53. Section 84 (Grounds of Appeal), so far as relevant, provides:-
" 84. Grounds of appeal
(1) An appeal under section 82(1)(a) (refusal of protection claim) must be brought on one or more of the following grounds-”
(a) that removal of the appellant from the United Kingdom would breach the United Kingdom's obligations under the Refugee Convention;
(b) that removal of the appellant from the United Kingdom would breach the United Kingdom's obligations in relation to persons eligible for a grant of humanitarian protection;
(c) that removal of the appellant from the United Kingdom would be unlawful under section 6 of the Human Rights Act 1998 (public authority not to act contrary to Human Rights Convention).
(2) An appeal under section 82(1)(b) (refusal of human rights claim) must be brought on the ground that the decision is unlawful under section 6 of the Human Rights Act 1998."

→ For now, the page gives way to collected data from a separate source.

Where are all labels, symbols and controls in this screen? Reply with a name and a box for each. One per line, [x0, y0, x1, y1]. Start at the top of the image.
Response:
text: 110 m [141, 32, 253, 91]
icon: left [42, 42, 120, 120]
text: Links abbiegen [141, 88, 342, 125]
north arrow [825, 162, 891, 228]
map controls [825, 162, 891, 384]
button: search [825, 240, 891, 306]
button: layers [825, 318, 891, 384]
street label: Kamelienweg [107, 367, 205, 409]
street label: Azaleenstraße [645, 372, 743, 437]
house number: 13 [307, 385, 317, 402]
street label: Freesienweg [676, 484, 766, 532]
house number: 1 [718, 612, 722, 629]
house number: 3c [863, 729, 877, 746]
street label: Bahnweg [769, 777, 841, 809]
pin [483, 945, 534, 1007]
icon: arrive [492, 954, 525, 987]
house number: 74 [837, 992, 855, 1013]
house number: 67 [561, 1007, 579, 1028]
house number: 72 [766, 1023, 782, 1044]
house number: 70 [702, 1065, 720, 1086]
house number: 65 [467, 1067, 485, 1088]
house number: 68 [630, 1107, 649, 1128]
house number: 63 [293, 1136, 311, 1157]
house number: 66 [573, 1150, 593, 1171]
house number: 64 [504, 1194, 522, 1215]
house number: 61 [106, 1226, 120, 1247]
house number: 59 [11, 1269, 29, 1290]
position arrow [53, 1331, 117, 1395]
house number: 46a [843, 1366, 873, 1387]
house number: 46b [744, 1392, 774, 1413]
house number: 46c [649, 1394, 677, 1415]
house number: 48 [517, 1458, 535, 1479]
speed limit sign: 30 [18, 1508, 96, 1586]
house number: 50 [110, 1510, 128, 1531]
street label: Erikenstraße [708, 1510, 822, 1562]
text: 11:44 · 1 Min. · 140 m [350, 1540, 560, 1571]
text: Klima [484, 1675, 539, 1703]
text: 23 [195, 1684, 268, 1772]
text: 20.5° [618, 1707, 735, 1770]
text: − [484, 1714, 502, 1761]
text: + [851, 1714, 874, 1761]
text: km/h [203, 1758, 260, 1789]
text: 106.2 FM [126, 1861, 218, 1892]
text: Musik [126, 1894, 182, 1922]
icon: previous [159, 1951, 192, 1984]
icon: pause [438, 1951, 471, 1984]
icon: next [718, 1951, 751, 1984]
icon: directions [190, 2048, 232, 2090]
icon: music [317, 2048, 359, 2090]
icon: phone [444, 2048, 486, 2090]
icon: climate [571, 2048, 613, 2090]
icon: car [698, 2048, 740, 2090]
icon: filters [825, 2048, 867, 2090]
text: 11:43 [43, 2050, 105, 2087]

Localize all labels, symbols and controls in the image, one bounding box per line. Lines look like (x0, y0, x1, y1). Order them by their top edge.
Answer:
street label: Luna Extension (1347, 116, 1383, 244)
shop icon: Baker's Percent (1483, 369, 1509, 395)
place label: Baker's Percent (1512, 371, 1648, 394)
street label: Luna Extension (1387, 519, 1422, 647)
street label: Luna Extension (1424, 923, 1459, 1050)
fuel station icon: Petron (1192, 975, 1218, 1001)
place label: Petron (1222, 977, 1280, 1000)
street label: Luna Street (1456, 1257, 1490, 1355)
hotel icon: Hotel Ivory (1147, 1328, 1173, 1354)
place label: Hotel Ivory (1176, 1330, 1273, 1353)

54. Section 85 (Matters to be considered) provides, so far as relevant:-
" (4) On an appeal under section 82(1) ... against a decision [the Tribunal] may consider ... any matter which [it] thinks relevant to the substance of the decision, including ... a matter arising after the date of the decision.
(5) But the Tribunal must not consider a new matter unless must not consider a new matter unless the Secretary of State has given the Tribunal consent to do so.
(6) A matter is a new matter if-”
(a) it constitutes a ground of appeal of a kind listed in section 84, and
(b) the Secretary of State has not previously considered the matter in the context of-”
(i) the decision mentioned in section 82(1), or
(ii) a statement made by the appellant under section 120.]"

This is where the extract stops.